#### [Task directions]
An exact repetition of every entry, with no images, is the required answer.

#### [Supplied entries]
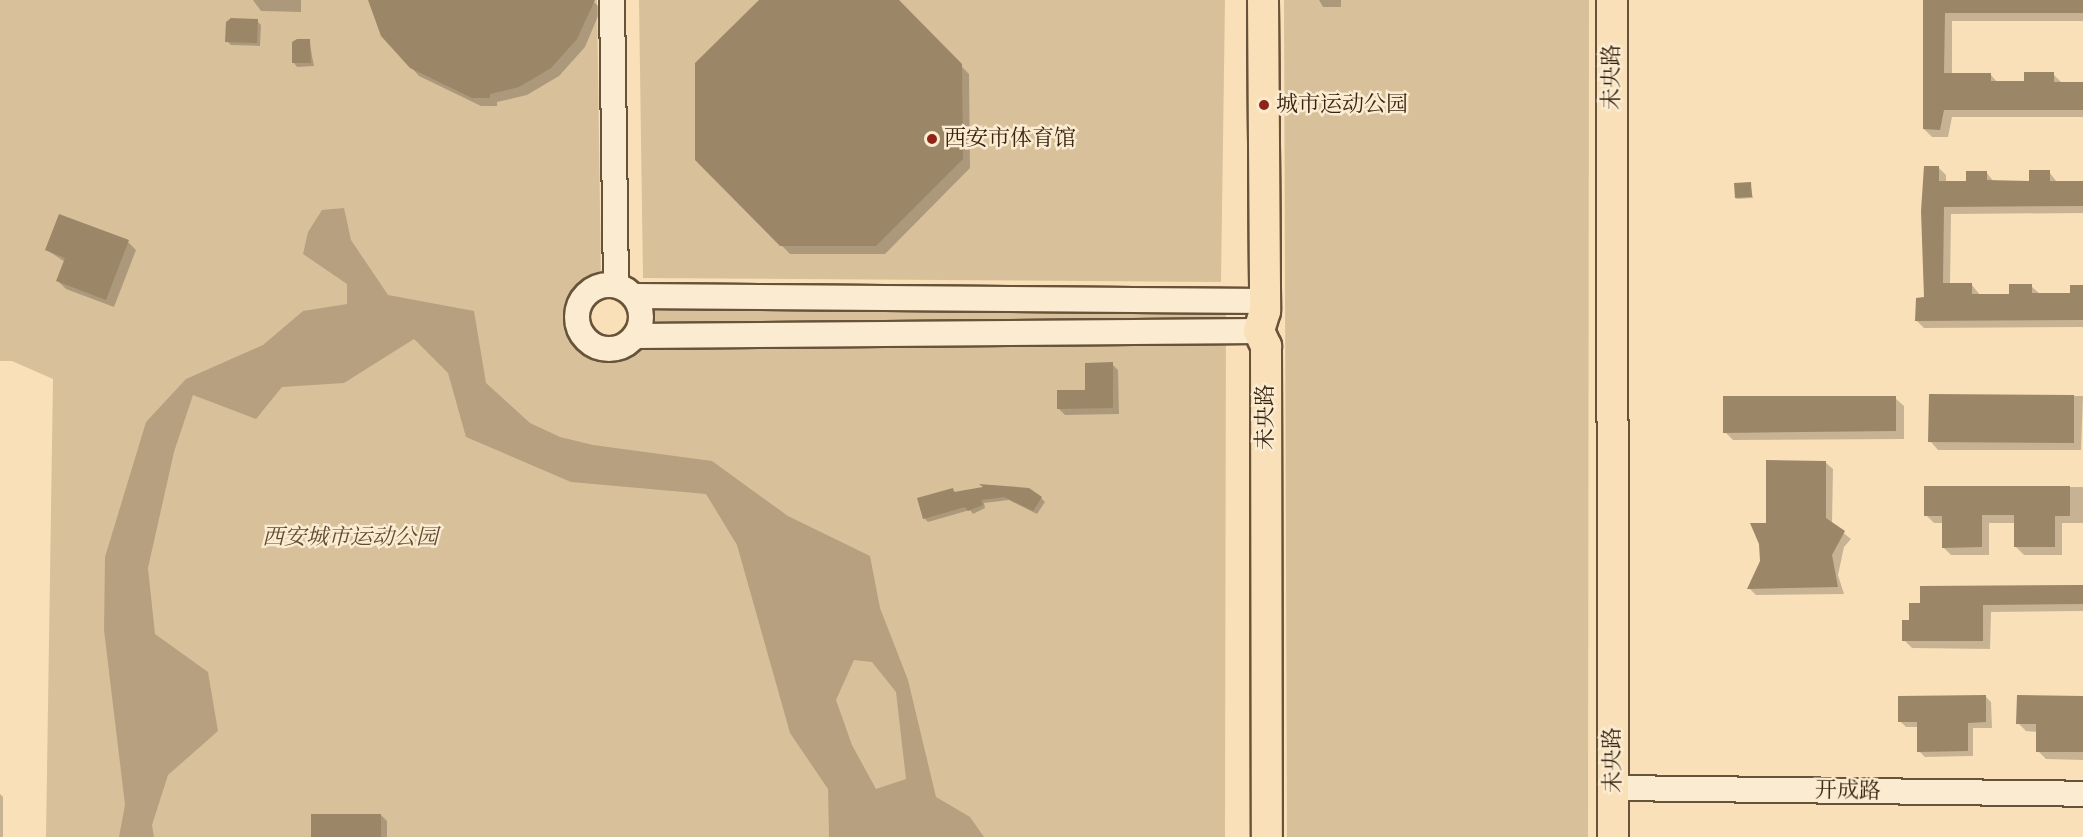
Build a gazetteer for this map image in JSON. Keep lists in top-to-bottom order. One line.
{"streets":{"main road":["未央路"],"street":["开成路"]},"crossings":[["未央路","开成路"]],"parks":["西安城市运动公园"],"places":["城市运动公园","西安市体育馆"]}
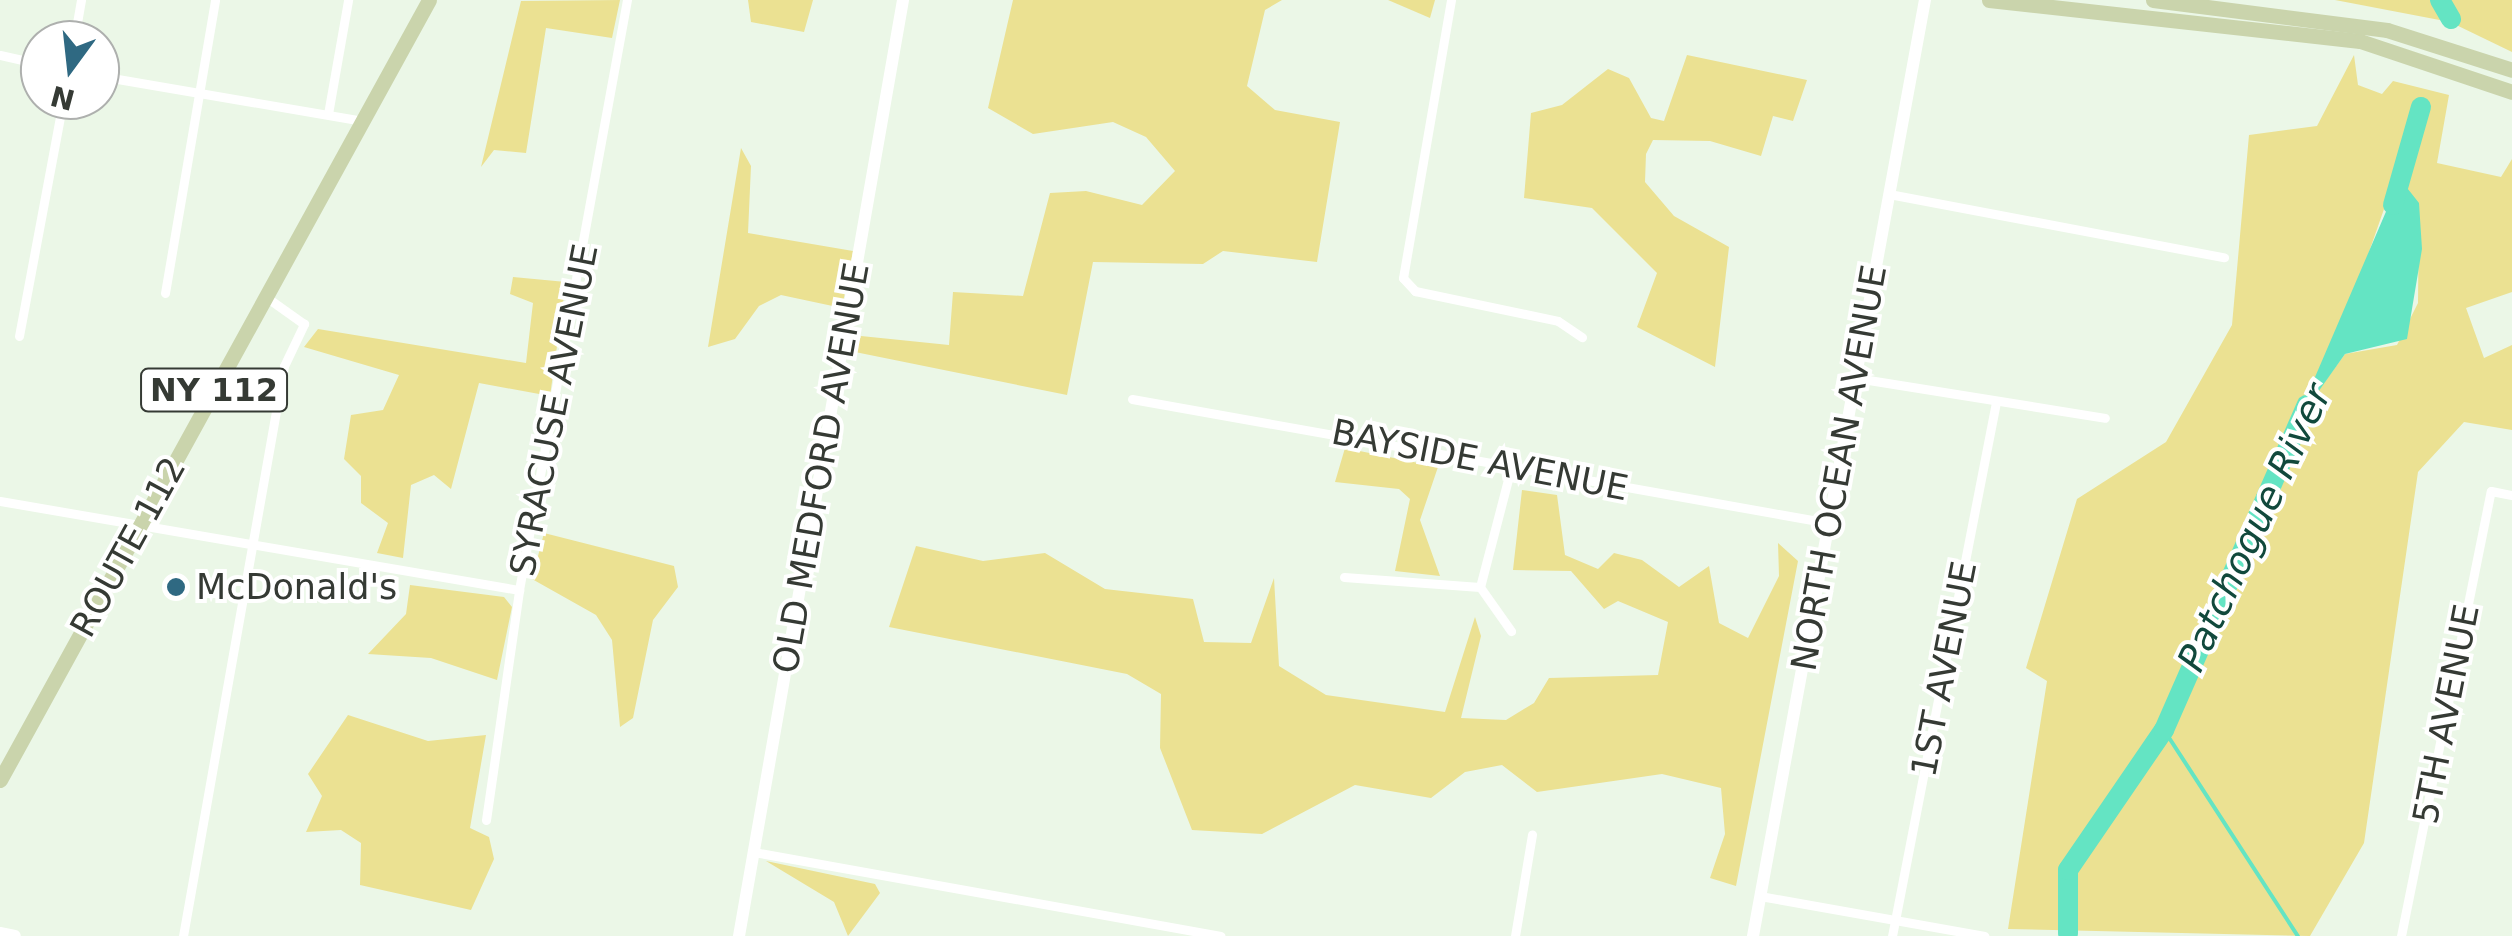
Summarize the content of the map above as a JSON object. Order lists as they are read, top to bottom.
{
  "streets": {
    "main road": ["NY 112", "ROUTE 112"],
    "street": [
      "SYRACUSE AVENUE",
      "BAYSIDE AVENUE",
      "OLD MEDFORD AVENUE",
      "NORTH OCEAN AVENUE",
      "1ST AVENUE",
      "5TH AVENUE"
    ]
  },
  "crossings": [
    ["BAYSIDE AVENUE", "NORTH OCEAN AVENUE"]
  ],
  "water": ["Patchogue River"],
  "places": ["McDonald's"],
  "north": "bottom"
}
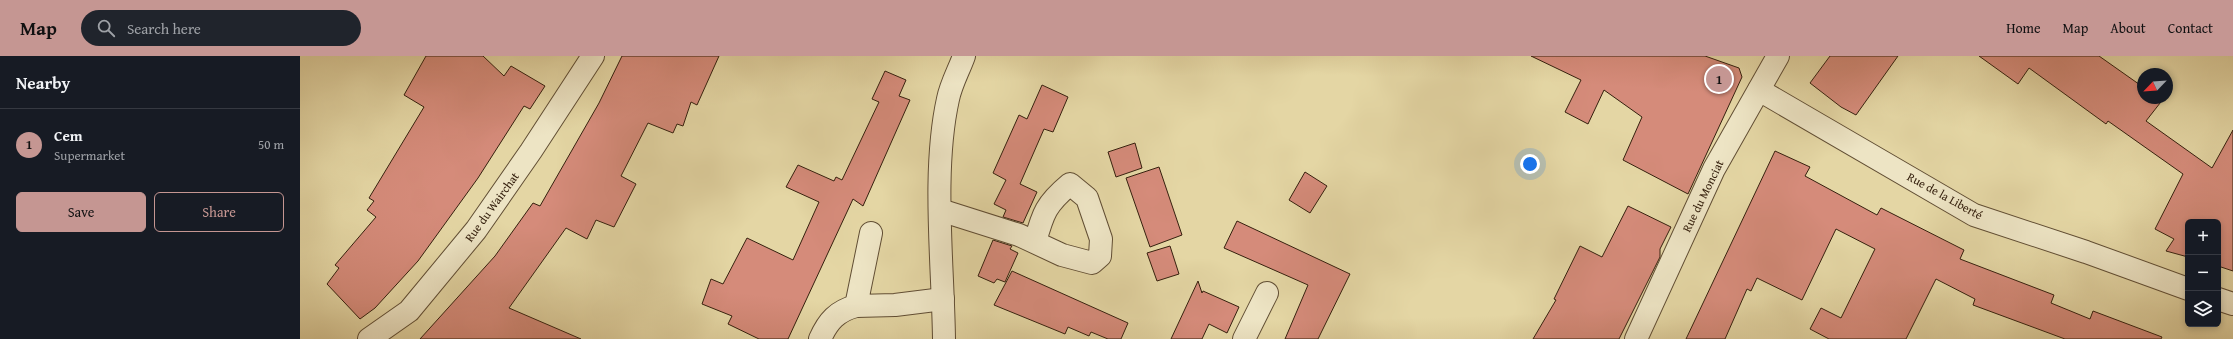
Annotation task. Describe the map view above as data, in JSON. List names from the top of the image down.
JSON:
{
  "streets": {
    "street": ["Rue du Monciat", "Rue de la Liberté", "Rue du Wairchat"]
  },
  "crossings": [
    ["Rue du Monciat", "Rue de la Liberté"]
  ],
  "north": "bottom left",
  "page": {
    "header": "Map",
    "search": "Search here",
    "nav": [
      "Home",
      "Map",
      "About",
      "Contact"
    ],
    "heading": "Nearby",
    "pins": "1",
    "list": [
      {
        "mark": "1",
        "name": "Cem",
        "note": "Supermarket",
        "value": "50 m"
      }
    ],
    "buttons": ["Save", "Share"],
    "map_buttons": ["+", "−"]
  }
}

#### [Worked solution]
Build a gazetteer for this map image in JSON. Keep lists in top-to-bottom order. One line.
{"streets":{"main road":["未央路"],"street":["开成路"]},"crossings":[["未央路","开成路"]],"parks":["西安城市运动公园"],"places":["城市运动公园","西安市体育馆"]}
Summarize the content of the map above as a JSON object. Order lists as they are read, top to bottom.
{
  "streets": {
    "main road": ["NY 112", "ROUTE 112"],
    "street": [
      "SYRACUSE AVENUE",
      "BAYSIDE AVENUE",
      "OLD MEDFORD AVENUE",
      "NORTH OCEAN AVENUE",
      "1ST AVENUE",
      "5TH AVENUE"
    ]
  },
  "crossings": [
    ["BAYSIDE AVENUE", "NORTH OCEAN AVENUE"]
  ],
  "water": ["Patchogue River"],
  "places": ["McDonald's"],
  "north": "bottom"
}
Annotation task. Describe the map view above as data, in JSON. List names from the top of the image down.
JSON:
{
  "streets": {
    "street": ["Rue du Monciat", "Rue de la Liberté", "Rue du Wairchat"]
  },
  "crossings": [
    ["Rue du Monciat", "Rue de la Liberté"]
  ],
  "north": "bottom left",
  "page": {
    "header": "Map",
    "search": "Search here",
    "nav": [
      "Home",
      "Map",
      "About",
      "Contact"
    ],
    "heading": "Nearby",
    "pins": "1",
    "list": [
      {
        "mark": "1",
        "name": "Cem",
        "note": "Supermarket",
        "value": "50 m"
      }
    ],
    "buttons": ["Save", "Share"],
    "map_buttons": ["+", "−"]
  }
}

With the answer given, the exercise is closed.